Under the chapter heading “The execution of suspected spies”, the author challenges revisionist mythology with reference to the War of Independence as a whole, but with particular reference to the period just before the Truce. Major Hugh Pollard, a life-long British intelligence officer who would navigate the plane that flew General Franco from the Canary Islands to Spanish Morocco on July 11, 1936, so that Franco might commence his rebellion against the Spanish Republic a week later, had been in charge of Dublin Castle’s ‘dirty tricks’ operations during Ireland’s War of Independence.  Ó Ruairc writes: “Hugh Pollard … claimed that most of the civilians killed by the IRA as spies were innocents murdered because of petty jealousies and rivalry over farmland.” But he notes how revisionist historians have taken it further: “Professor David Fitzpatrick of Trinity College Dublin added a new dimension to these assertions by suggesting that, in addition to Protestants and ex-servicemen, the IRA also targeted several other isolated social groups, including itinerants, adulterers and homosexuals… Fitzpatrick’s extraordinary claim that homophobia was a factor in some IRA killings is very difficult to take seriously, as it is not supported by any examples or references.” (pp 74-75).

Ó Ruairc then moves down the ranks: “Eunan O’Halpin has claimed … ‘The decision to execute spies may have arisen partly from a desire to fire a fatal shot for Ireland while there was still time to do so.
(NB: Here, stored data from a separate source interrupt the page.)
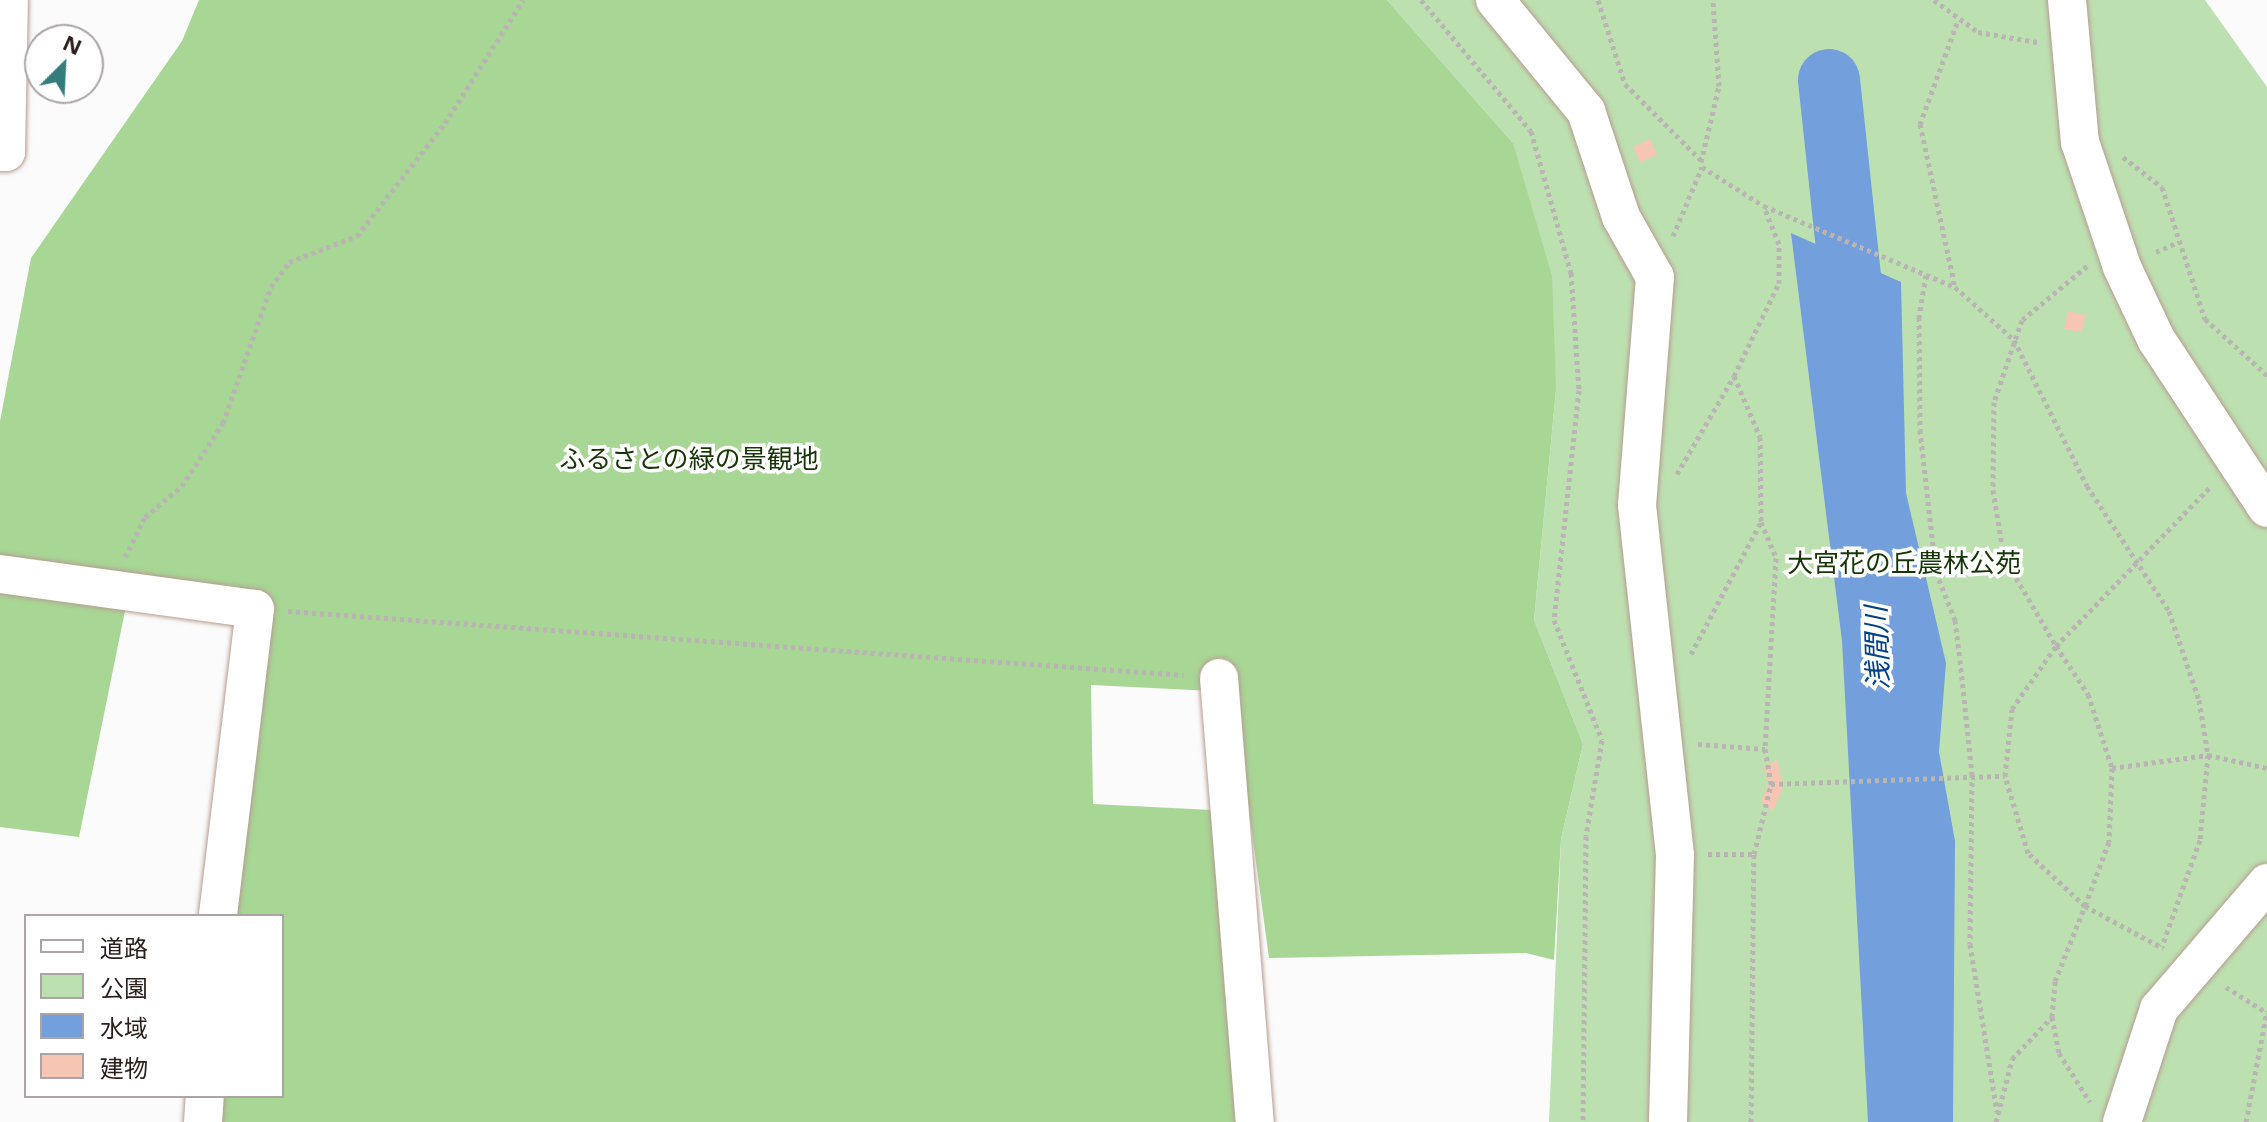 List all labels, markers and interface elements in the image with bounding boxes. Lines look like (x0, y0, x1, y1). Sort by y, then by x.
north arrow (24, 24, 104, 104)
text: N (59, 27, 87, 61)
park label: ふるさとの緑の景観地 (559, 443, 819, 475)
park label: 大宮花の丘農林公苑 (1787, 547, 2021, 579)
water label: 浅間川 (1858, 605, 1894, 691)
legend (24, 914, 284, 1098)
text: 道路 (100, 931, 148, 964)
text: 公園 (100, 971, 148, 1004)
text: 水域 (100, 1011, 148, 1044)
text: 建物 (100, 1051, 148, 1084) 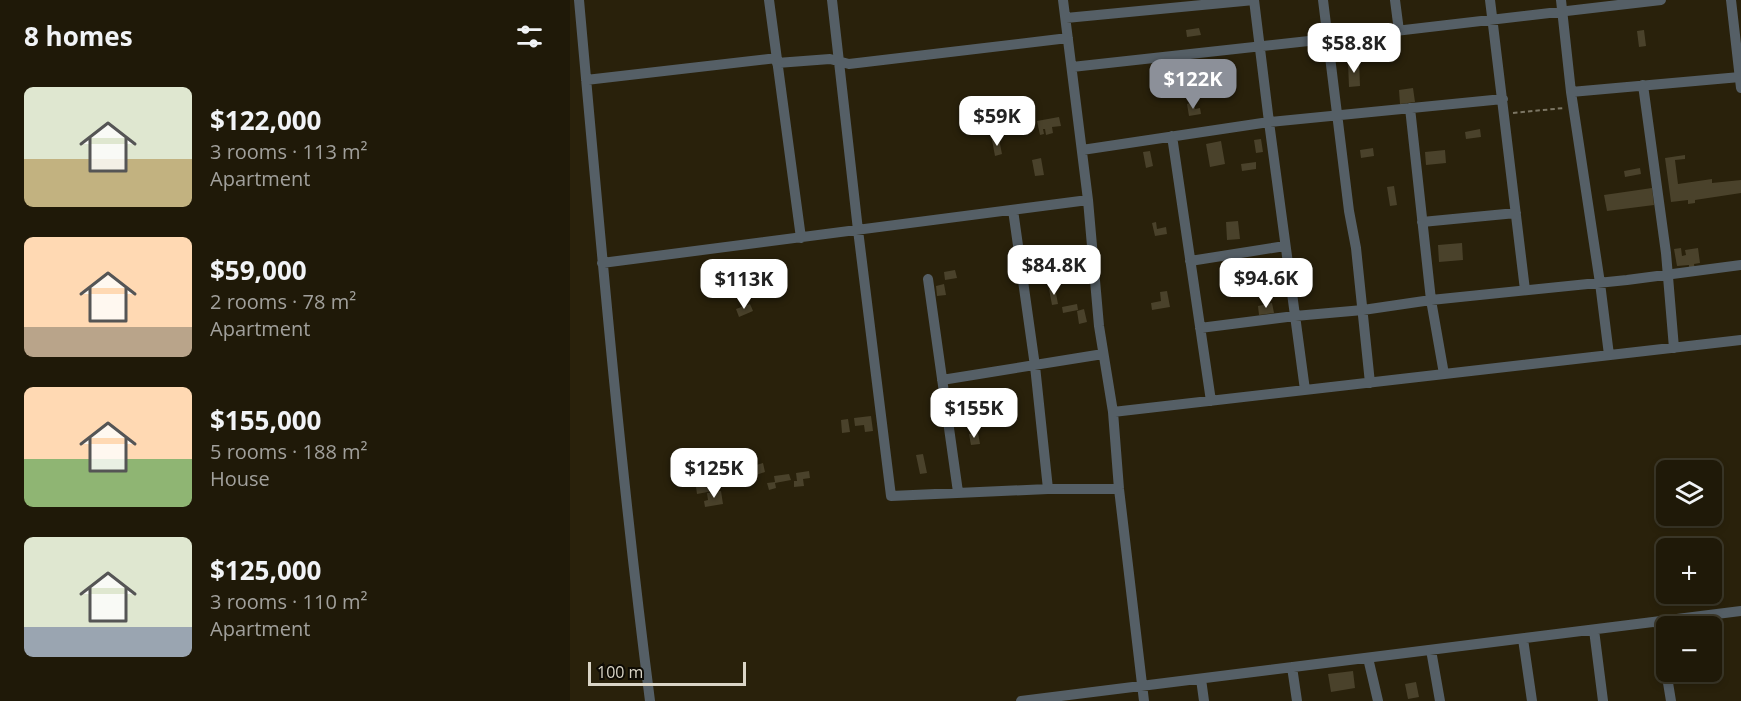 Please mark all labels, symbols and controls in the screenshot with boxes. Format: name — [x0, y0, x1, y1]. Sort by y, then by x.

The IRA killed Peter Keyes … on 5 July … John Poynton … was also shot at 4 a.m. on the morning of the Truce.’ … According to Marie Coleman, the IRA in Offaly knew a truce was looming when they killed the Pearson brothers… However … the Pearson brothers and Keyes – registered in both cases by the British Compensation Committee as ‘Accepted British Liability’ (de facto, and not just ‘suspected’ spies – MO’R) – were killed a full week before the Truce began. The ceasefire had not even been agreed at the time of these shootings, and none of the republicans involved knew that the Truce was imminent. While Poynton’s killers undoubtedly knew about the Truce, the circumstances of his case – including Poynton’s service as a Black and Tan – suggest that he had been under suspicion of spying long before and that the timing of his killing on the eve of the Truce was largely coincidental.” (pp 76-77 and 122).
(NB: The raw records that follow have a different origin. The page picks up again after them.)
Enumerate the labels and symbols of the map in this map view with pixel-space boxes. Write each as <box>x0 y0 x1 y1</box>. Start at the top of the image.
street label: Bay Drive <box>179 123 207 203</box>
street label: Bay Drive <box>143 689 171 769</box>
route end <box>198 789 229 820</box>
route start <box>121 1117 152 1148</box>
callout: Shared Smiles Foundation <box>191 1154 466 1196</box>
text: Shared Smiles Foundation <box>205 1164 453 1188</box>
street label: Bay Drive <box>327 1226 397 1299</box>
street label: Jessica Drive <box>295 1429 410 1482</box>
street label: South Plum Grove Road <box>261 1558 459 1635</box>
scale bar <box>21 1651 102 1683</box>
The author also takes on British academics like Professor Charles Townshend, author of The Republic: The Fight For Irish Independence. Ó Ruairc points out that not only Fitzpatrick, but others have attributed similarly bizarre and unreliable motives to IRA killings: “For example, Charles Townshend claimed that moral outrage led the IRA to kill Patrick O’Gorman because he was engaged in an extramarital sexual relationship. In fact, the Limerick IRA did not succeed in killing O’Gorman, and there is ample evidence which suggests that he was targeted because he had passed intelligence to the British forces that led to the killing of an IRA officer.” (p 324).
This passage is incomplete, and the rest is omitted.